Sous la Troisième République, le Grand Orient de France s’implique fortement dans la vie politique et sociale, initiant des mouvements tels que la Ligue des droits de l’Homme, contribuant à la création de mutuelles, de coopératives ouvrières et d’universités populaires. Il joue également un rôle clé dans des réformes majeures comme l’enseignement public laïc et obligatoire, et lutte pour la séparation de l’Église et de l’État. Le Grand Orient De France acquiert une influence politique à gauche. Ses membres sont impliqués dans divers courants politiques, allant des modérés aux radicaux et aux socialistes. En 1877, de nombreux membres du Grand Orient sont élus députés ou sénateurs, et l’organisation soutient la cause du capitaine Dreyfus, s’engageant dans les débats les plus controversés de l’époque.

Le Grand Orient De France au 20ème siècle

La maintenant bien connue loi de 1901 sur les associations, soutenue et amendée par le Frère Groussier, et la victoire du bloc des gauches en 1902 ont marqué le début d’une période de tensions entre la France laïque et la France cléricale, qui aboutira, dans la douleur à la séparation de l’Église et de l’État en 1905. Le Grand Orient De France joue un rôle important dans ce processus, soutenu par le ministère d’Émile Combes. Côté ténèbres, le GODF se trouve impliqué dans l’« affaire des fiches » en 1904, un scandale révélant la surveillance des officiers de l’armée par les loges et la collecte de renseignements sur les militaires.

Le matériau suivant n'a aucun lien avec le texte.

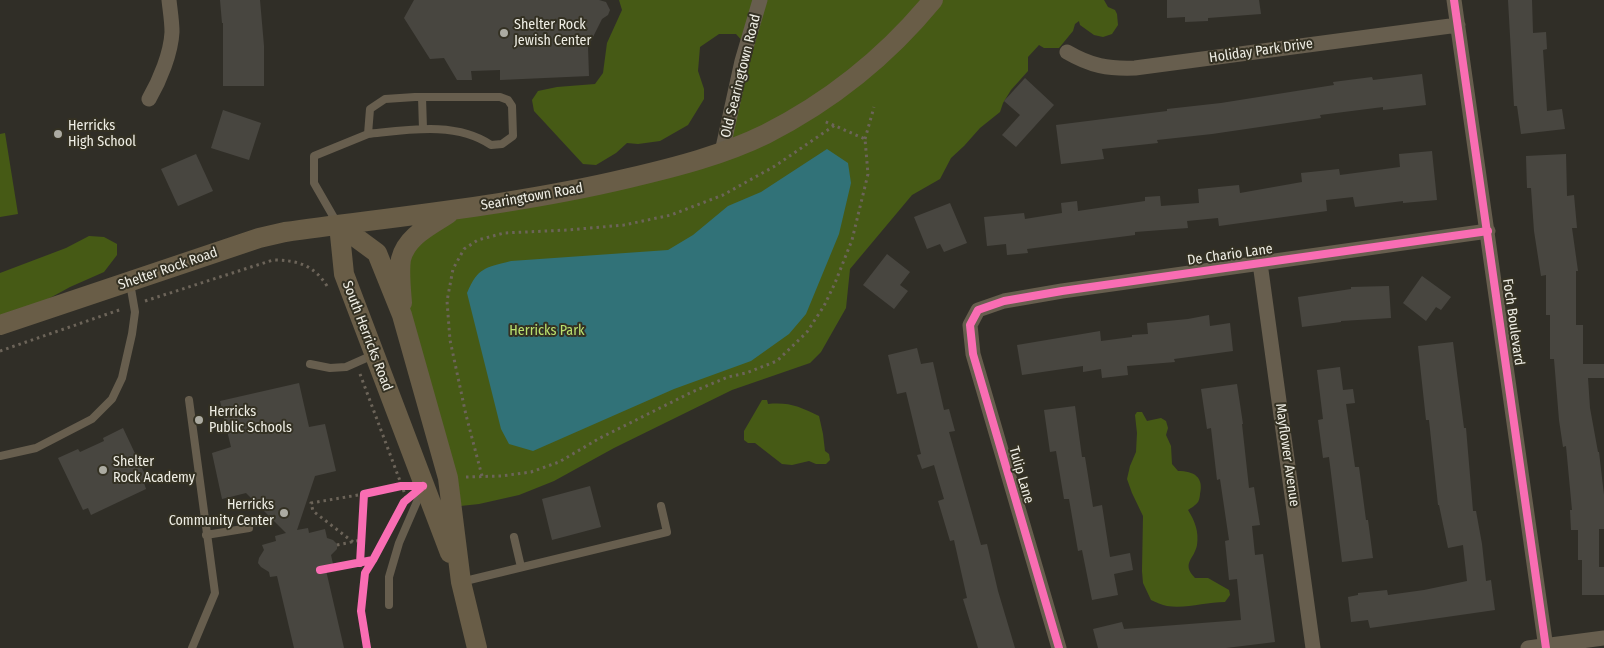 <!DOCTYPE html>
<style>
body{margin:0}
canvas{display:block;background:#302e27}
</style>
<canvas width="1604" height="648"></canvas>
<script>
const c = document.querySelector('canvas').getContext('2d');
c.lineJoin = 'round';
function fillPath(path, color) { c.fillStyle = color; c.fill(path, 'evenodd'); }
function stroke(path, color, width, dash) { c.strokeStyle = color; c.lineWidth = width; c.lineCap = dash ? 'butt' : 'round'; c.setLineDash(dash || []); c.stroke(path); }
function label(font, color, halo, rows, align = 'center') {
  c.font = font + ' "Fira Sans Condensed",sans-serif'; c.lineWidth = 4; c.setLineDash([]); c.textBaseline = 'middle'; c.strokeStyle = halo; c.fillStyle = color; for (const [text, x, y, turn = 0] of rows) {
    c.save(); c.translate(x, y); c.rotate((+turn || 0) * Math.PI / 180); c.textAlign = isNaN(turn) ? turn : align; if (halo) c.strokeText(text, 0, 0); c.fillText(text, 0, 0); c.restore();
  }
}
const green = new Path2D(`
 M619,0h485l4,7 7,3 2,4 1,11 -6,9 -9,3 -9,-2 -14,-10 -1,-4 -4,3 -2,7 -14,17h-15l-5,-3 -11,12v14l-17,19 -8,13 -3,9 -20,16 -16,18 -13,12 -11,21 -28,16 -62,74 -4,39 -25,44 -11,11 -78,27 -118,58 -60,33 -35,14 -40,9 -28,3 -49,-192 8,-75 45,-30 267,-58 24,-107 -10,-11h-17l-19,13 -2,24 6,18v10l-16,26 -28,16 -22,3 -11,-1 -11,10 -20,12 -13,-1 -49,-53 -2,-11 6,-9 19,-4 38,-3 8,-11 4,-30 15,-33z
 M5,133l13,81 -18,3v-83z
 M89,236l15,1 13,7v11l-13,17 -34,15 -33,18 -37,12v-44l66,-25z
 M762,400h5l1,4c22,-2 32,3 51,12l4,18 2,17 4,3 1,6 -4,4h-10l-7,-3 -17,4 -10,-1 -27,-21h-7l-4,-3v-9z
 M1137,412h5l5,9 14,-3 5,3 2,7 -2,7 5,11 1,18 6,7c16,0 26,6 22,23 0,2 -1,7 -2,8 -2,3 -7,6 -10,8 7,11 11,22 9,35 -3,15 -16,18 -2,33h13l21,12 1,5 -5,7c-19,0 -39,7 -58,4 -5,-1 -11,-4 -16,-6l-8,-17 -1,-12 1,-55 -11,-23 -5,-14 3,-13 6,-14 1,-19 -2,-18z`);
const water = new Path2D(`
 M827,149l21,14 3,20 -12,51 -33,80 -17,20 -38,27 -77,28 -141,62 -24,-7 -8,-15 -34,-136c11,-26 18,-25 44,-32l157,-11 25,-15 35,-29 33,-14z`);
const building = new Path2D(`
 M220,0h40l4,46v40h-41v-63h-1z
 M414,0h185l7,2 4,8 -2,5 -6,4 -14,28 1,29 -89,4v-10l-29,1 1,9h-15l-13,-22 -14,1 -26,-41z
 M1167,0h92l2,14 -53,4v3l-23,1v-5l-18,1z
 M1508,0h24l1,33 13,-1 1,17 -4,1 4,61 15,-2 3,20 -44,5 -4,-28h-3z
 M1422,74l4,31 -43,5v-3l-63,8 1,3 -109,16 -55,6 1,3 -56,6 2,10 -43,5 -5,-39 111,-14v-2l54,-6 113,-18 -1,-3 39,-5 1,3z
 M1025,78l29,27 -38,42 -14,-12 18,-20 -16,-14z
 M223,110l38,13 -12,37 -38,-12z
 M1432,151l5,49 -34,3v-2l-48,6 -2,-10 -27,3 1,11 -108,15 -1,-8 -31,3 1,7 -53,4v3l-108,14 1,4 -21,2 -1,-11 -19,2 -3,-29 40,-4 1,6 37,-6 -1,-10 16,-2 1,10 67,-10v-4l15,-1 1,10 38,-3 -1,-14 41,-4 1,8 62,-11 -1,-9 38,-4 1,6 60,-8 -1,-13z
 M196,154l17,37 -35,15 -17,-37z
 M1566,154l1,42 7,-1 3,33h-5l6,43h-2v54h7v39h21v14h-16l2,30 8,44h1l5,43v34h-5v38h5v28h-22v-35h-4v-30h-7l-1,-20h2l-6,-64 -3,1 -4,-27 -5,-61h-4v-44h-4v-40l-5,1 -7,-45 -3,-43h-4l-1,-32z
 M950,203l17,40 -23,9 -4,-8 -13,5 -13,-32z
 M887,254l23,18 -10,13 8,6 -14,18 -31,-24z
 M1422,276l29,21 -10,13 -5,-3 -10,14 -23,-18z
 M1389,286l2,32 -50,3v1l-39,5 -4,-30 53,-8v-2z
 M1209,315l1,11 20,-3 3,28 -59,8 1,3 -48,4 1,9 -26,3 -1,-9 -18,3v-6l-61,9 -5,-30 83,-14 1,10 31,-4v-2l16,-1 -1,-11 41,-4z
 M1453,342l11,86h2l7,83h3l6,33 4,37 5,-1 4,30 -125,18 -2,-8 -17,2 -3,-25 10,-2v-2l29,-3 1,5 36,-5 43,-9 -4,-36 -15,3 -9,-43h-1l-9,-85h-3l-8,-74z
 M917,348l4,16 12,-2 11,48 5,-1 6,22 -6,1 32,113 6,-1 11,47 17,57h-37l-15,-49 4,-1 -13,-58 -4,1 -12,-40 6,-2 -10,-34 -12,4 -5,-14 4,-1 -15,-62 -9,2 -9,-39z
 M1340,367l3,23 10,-1 2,14 -9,1 9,63h4l7,53h2l5,38 -31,4 -13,-105 -6,1 -5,-38 5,-1 -6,-49z
 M299,383l10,44 16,-3 11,47 -21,5 -18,54 11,-2 1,5 16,-4 2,9 6,2 4,4v5l-6,6 2,9 -8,2 19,82h-50l-17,-72 -7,1 -1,-5 -8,-5 -3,-4 1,-5 5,-8 -2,-5 14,-4 -1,-5 11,-3 -40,-40 -24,6 -10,-46 19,-6 -11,-46z
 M1237,384l6,40h-1l7,64 5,-1 6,38 -8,1 3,29 8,-1 12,88 -49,6h-128l-5,-19 29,-7 2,7 117,-9 -4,-41 -8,1 -4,-39 4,-1 -9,-61 -3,1 -6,-52 -4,1 -6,-40z
 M1075,406l7,51h3l8,50 9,-2 8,52 20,-4 3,17 -19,4 4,21 -26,5 -10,-50 -4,1 -9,-52h-5l-8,-48 -6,1 -6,-42z
 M123,428l25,53 -4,2 2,6 -55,26 -3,-7 -5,2 -25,-52 20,-9 2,3 24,-11 -1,-3z
 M590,486l11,41 -49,13 -10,-41z`);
const path = new Path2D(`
 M865,139l9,-32
 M145,301l128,-41c24,0 41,5 54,26
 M0,351l122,-42
 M360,374l46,123
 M482,476l-16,-61 -16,-75 -3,-39 6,-32 11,-20 14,-9 26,-7 64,-3 56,-5 47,-10 52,-20 52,-29 60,-41
 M466,477l35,-1 30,-4 28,-10 41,-24 92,-46 36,-15 18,-4 31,-12 30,-29 17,-26 11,-23 17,-43 16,-66 -3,-35 -41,-18
 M353,542l-40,-31 -2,-8 53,-9
 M337,545l24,-5
 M360,563l4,-69 37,-8`);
const lane = new Path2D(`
 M422,97l1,32
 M337,223l-23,-40v-27l54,-22 2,-25 15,-10 30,-2h85l8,3 4,6 1,30 -11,8 -11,1c-35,-24 -84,-15 -123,-11
 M310,364l20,4 16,-1 27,-12
 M189,400l26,193 -23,55
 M0,456l36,-8 56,-29 20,-20 10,-21 10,-44 3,-22 -5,-29
 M206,535l43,-7
 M514,537l7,30
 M461,582l206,-50 -6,-26
 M389,605v-28l10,-34 23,-53`);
const street = new Path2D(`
 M1454,0l92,648
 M1067,52c24,14 41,17 68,16l323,-43
 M149,99c11,-19 22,-46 23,-67 0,-11 -2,-22 -3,-32
 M722,152l20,-91 18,-61
 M1260,263l53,385
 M1059,648l-86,-294 -3,-29 8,-15 26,-9 58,-10 426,-60
 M1528,648l76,-10`);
const secondary = new Path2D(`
 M339,225l38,28 25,62 46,163 13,104 16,66
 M339,225l5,49 106,279
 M402,303c-1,-13 -3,-32 -1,-44 6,-23 29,-33 47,-45
 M0,325l259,-87 26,-6c115,-16 231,-27 344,-54 47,-11 94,-23 137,-44 65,-33 121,-78 167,-134`);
const cycleway = new Path2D(`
 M1454,0l92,648
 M360,563l4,-69 37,-8h22
 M320,570l53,-10 31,-58 19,-16
 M367,648l-6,-37 4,-38 8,-13
 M1059,648l-86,-294 -3,-29 8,-15 26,-9 58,-10 426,-60`);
const markers = [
 [504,33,5,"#acaba2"],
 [58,134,5,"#acaba2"],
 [199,420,5,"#acaba2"],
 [103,470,5,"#acaba2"],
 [284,513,5,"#acaba2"]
];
const poiNames = [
 ["Shelter Rock",514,25],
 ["Jewish Center",514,41],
 ["Herricks",68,126],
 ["High School",68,142],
 ["Herricks",209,412],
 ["Public Schools",209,428],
 ["Shelter",113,462],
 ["Rock Academy",113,478],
 ["Herricks",274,505,"right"],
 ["Community Center",274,521,"right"]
];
const streetNames = [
 ["Holiday Park Drive",1261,51,-8],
 ["Old Searingtown Road",741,76,-76],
 ["Searingtown Road",532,197,-10],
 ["De Chario Lane",1230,255,-8],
 ["Shelter Rock Road",168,269,-19],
 ["Foch Boulevard",1513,322,82],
 ["South Herricks Road",367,336,69],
 ["Mayflower Avenue",1287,455,82],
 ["Tulip Lane",1021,475,74]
];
const parkNames = [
 ["Herricks Park",547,331]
];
fillPath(green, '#465a15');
fillPath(water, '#317278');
fillPath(building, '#484640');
stroke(path, '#6c6459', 3, [2.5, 4]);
stroke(lane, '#675e4e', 8);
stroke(street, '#675e4e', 15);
stroke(secondary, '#695d47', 20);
stroke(cycleway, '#f96db3', 8);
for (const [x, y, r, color] of markers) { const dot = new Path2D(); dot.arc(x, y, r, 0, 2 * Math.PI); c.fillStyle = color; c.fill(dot); stroke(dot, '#343123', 2); }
label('14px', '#efeee5', '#343123', poiNames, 'left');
label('14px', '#efeee5', '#343123', streetNames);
label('14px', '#bae06e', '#343123', parkNames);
</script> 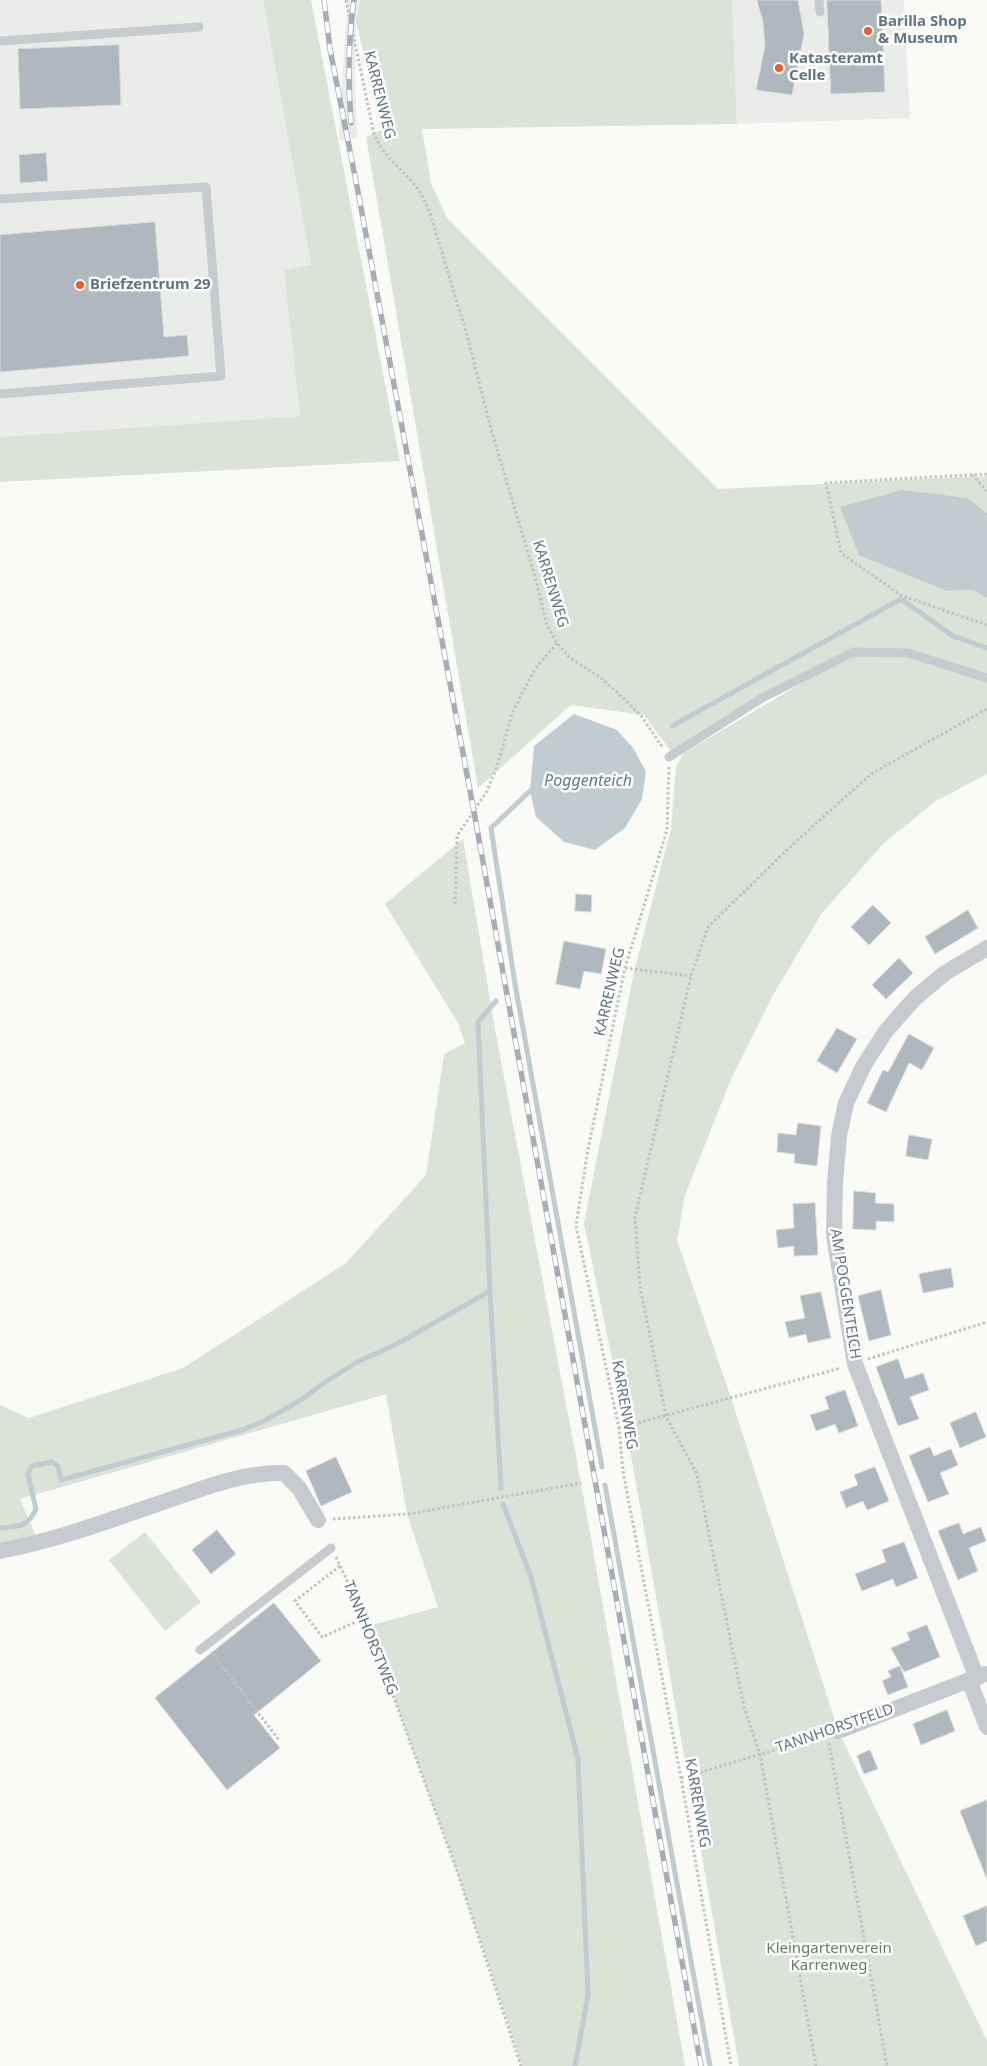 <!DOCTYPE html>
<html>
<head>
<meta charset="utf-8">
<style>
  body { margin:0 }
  canvas { display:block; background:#fafaf7 }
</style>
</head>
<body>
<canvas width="987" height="2066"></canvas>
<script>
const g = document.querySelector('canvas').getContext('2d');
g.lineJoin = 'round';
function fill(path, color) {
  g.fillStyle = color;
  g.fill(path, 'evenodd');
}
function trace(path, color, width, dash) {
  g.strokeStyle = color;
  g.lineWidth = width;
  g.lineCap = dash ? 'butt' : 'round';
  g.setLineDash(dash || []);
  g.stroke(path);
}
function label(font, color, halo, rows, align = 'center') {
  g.font = font + ' "Noto Sans",sans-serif';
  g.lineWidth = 5;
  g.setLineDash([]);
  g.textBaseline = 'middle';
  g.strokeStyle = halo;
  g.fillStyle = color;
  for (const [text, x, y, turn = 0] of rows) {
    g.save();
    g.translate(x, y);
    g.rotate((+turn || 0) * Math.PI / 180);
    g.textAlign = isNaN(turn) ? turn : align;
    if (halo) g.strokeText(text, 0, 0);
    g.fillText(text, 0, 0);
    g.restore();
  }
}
const built = new Path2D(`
  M0 0H263L311 264 284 271 300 416 0 437Z
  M347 0H360L356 21 355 72 357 138 339 140Z
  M732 0H904L910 118 737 124Z`);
const green = new Path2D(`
  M263 0H311L400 461 0 482V437L300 416 284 271 311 264Z
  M360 0H732L737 124 422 129 431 183 447 218 718 489 987 476V513L968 498 947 591 973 590 987 598V774L936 801 884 843 822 913 773 995 731 1079 685 1195 677 1240 731 1398 838 1730 987 2041V2066H739L626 1427 584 1223 634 972 671 829 676 767 684 753 844 658 762 699 673 754 644 715 571 705 478 788 366 137 381 130 356 21Z
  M463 839 495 1029 581 1483 685 2066H522L457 1871 368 1626 438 1607 407 1514 386 1394 20 1499 39 1543 0 1550V1405L29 1418 183 1368 346 1263 426 1175 444 1054 465 1043 458 1023 385 904Z
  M145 1532 201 1602 165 1631 109 1560Z`);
const water = new Path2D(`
  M902 490 968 498 987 513V598L973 590 947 591 859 555 840 507Z
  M574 714 617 730 634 749 646 772 642 799 625 828 595 850 564 842 536 817 530 791 534 746Z`);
const stream = new Path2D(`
  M672 726 901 599 953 636 987 648
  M530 791 491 828 515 984 602 1467
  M496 1001 478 1022 490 1291 501 1488
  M605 1485 710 2066
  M503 1504 531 1577 578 1759 588 1995 575 2066
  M0 1528C19 1526 27 1528 36 1509L28 1474 32 1466 52 1462 58 1466 61 1480 242 1430 266 1420 304 1398 322 1384 357 1362 397 1344 490 1291`);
const building = new Path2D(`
  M757 0H798L804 34 792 95 756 90 765 46 763 22Z
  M827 0H881L885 92 831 94Z
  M119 45 121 105 20 109 18 49Z
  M46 153 48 181 20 183 19 155Z
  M155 222 164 337 187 335 189 356 0 372V235Z
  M576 894 592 895 591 912 575 911Z
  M873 905 891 923 869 945 851 927Z
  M968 910 978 928 935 954 925 937Z
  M564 941 606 949 601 974 584 971 580 989 556 984Z
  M899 958 913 973 886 999 872 985Z
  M837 1028 857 1039 837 1073 817 1061Z
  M909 1034 934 1048 922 1070 909 1063 886 1112 867 1103 883 1070 888 1072Z
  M798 1123 821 1126 817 1166 794 1163 795 1154 777 1152 778 1133 796 1135Z
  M909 1135 932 1139 928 1160 906 1156Z
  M854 1191 876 1193 875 1203 894 1204V1222L876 1221V1230L853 1229Z
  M815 1203 818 1255 794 1256V1246L778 1248 776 1230 794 1228 793 1204Z
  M951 1268 954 1287 923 1293 919 1274Z
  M881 1290 891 1335 869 1341 858 1296Z
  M821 1292 831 1338 808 1343 806 1334 789 1338 785 1322 805 1318 800 1296Z
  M898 1359 905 1379 923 1373 929 1390 910 1397 919 1419 898 1426 876 1367Z
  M845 1390 858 1426 839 1433 835 1424 816 1431 810 1415 829 1409 825 1397Z
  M976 1412 986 1437 960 1448 950 1423Z
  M930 1447 934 1456 951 1449 958 1465 940 1473 949 1494 928 1502 909 1456Z
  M336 1457 352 1492 321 1506 306 1471Z
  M875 1467 889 1501 867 1510 863 1501 846 1508 840 1492 858 1485 854 1475Z
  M959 1523 963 1534 981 1527 986 1541 969 1548 978 1571 958 1580 938 1531Z
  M217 1530 236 1554 211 1574 192 1550Z
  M904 1542 918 1578 896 1587 893 1579 862 1591 855 1574 886 1562 882 1550Z
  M274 1603 321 1661 254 1715 280 1748 227 1790 155 1698Z
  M927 1625 940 1657 904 1672 891 1648 910 1640 907 1633Z
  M900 1666 908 1687 888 1695 882 1681 891 1677 888 1671Z
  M947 1710 955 1731 921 1745 913 1724Z
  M870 1750 878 1769 864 1774 857 1756Z
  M987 1800V1877H986L960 1811Z
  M987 1906V1941L976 1946 963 1916Z`);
const path = new Path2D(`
  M346 0 374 134C384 157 398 165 413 183 421 192 425 202 430 213L467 335 491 429 534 573 547 625 557 643 570 658 600 677 622 697 642 717 663 748
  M987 474 826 483 841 553 902 596 987 625
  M972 475 987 491
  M669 767 667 830 625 968 617 1006 587 1155 576 1226 619 1428 623 1471 681 1778 731 2066
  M455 904 457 836 487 791 497 766 513 711 535 669 557 643
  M625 968 691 976
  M868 1359 987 1322
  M619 1428 841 1368
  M333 1519 408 1514 581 1483
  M336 1557 368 1626 457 1871 521 2066
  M340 1566 295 1601 322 1637 365 1618
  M213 1654 279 1740
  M829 1743 887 2066
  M681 1778 825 1735
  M816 2066 760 1754 744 1707 697 1474 666 1416 640 1286 635 1217 691 976 708 927 792 845 871 774 987 709`);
const service = new Path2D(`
  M819 0 820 12
  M0 41 199 27
  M0 199 206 187 221 376 0 394
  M669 757 762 698 853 652 908 653 987 678
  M200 1650 331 1548`);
const minor = new Path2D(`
  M0 1551C58 1540 113 1519 169 1500 206 1487 244 1472 284 1473L299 1488 318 1520
  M977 1678 855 1364 834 1236 835 1182 839 1136 846 1103 864 1065 886 1031 915 998 945 973 987 948
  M969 1680 987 1727
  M838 1731 985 1674`);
const rail = new Path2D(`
  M324 0 330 49 359 197 474 812 701 2066
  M351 123C348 82 348 40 354 0`);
const markers = [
  [868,31,5,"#f05c21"],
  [779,68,5,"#f05c21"],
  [80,285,5,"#f05c21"]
];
const poiNames = [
  ["Barilla Shop",878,22],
  ["& Museum",878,39],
  ["Katasteramt",789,59],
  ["Celle",789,76],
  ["Briefzentrum 29",90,285]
];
const streetNames = [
  ["KARRENWEG",379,95,76],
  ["KARRENWEG",550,584,73],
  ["KARRENWEG",610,992,-77],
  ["AM POGGENTEICH",845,1294,81],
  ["KARRENWEG",624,1405,80],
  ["TANNHORSTWEG",370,1638,68],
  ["TANNHORSTFELD",835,1729,-19],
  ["KARRENWEG",697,1803,80]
];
const parkNames = [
  ["Kleingartenverein",829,1949],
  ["Karrenweg",829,1966]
];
const waterNames = [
  ["Poggenteich",588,781]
];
fill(built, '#eaecea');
fill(green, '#dbe2d8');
fill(water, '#c1ccd1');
trace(stream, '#c1ccd1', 5);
fill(building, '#afb8be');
trace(building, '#dbdcd9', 1);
trace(path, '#c0c3c5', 3, [2.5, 2.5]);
trace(service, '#c7cbcf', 9);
trace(minor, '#c7cbcf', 16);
trace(rail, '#a7adb4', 5.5);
trace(rail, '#fff', 4, [11]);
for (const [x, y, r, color] of markers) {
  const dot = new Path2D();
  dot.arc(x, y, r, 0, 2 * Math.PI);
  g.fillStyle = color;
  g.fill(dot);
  trace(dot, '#fff', 2);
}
label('bold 15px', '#627484', '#fff', poiNames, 'left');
label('15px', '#627484', '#fff', streetNames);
label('15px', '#667b62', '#fff', parkNames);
label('italic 16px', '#637a85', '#fff', waterNames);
</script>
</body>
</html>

En 1913, le Grand Orient renonce à exiger des loges de travailler à la gloire du Grand Architecte de l’Univers. Cette décision conduit à une scission et à la création de la Grande Loge nationale indépendante et régulière pour la France et ses colonies, future Grande Loge Nationale française (GLNF), par les loges souhaitant maintenir une pratique maçonnique théiste.

Lors de la Première Guerre mondiale, le Grand Orient soutien l’engagement national dans le conflit, mais en 1919, se retrouve dans l’opposition et se consacre davantage à la réflexion philosophique. Entre les deux guerres mondiales, le Grand Orient s’interesse aux questions internationales et prête assistance aux réfugiés fuyant les régimes de Franco et Mussolini. Arthur Groussier propose une réforme du Rite Français pour renforcer son caractère symbolique et initiatique.

Durant la Seconde Guerre mondiale, le Grand Orient, trop identifié à la République, est dissous par le régime de Vichy et persécuté par les nazis et la Gestapo. Beaucoup de ses membres, dont Jean Zay et Pierre Brossolette, sont actifs dans la Résistance et sont poursuivis (voir déportés), ce qui aboutit de facto à une diminution significative de ses effectifs. Après la guerre, le Grand Orient a du mal à rétablir ses effectifs.

Depuis les années 1950, le Grand Orient de France connaît une croissance régulière de ses membres, passant de 31 000 en 1990 à environ 52 000 en 2015, y compris des femmes. L’obédience continue de jouer un rôle actif dans les débats sociaux et politiques, notamment en soutenant le mouvement de Mai 68 et en défendant la laïcité scolaire.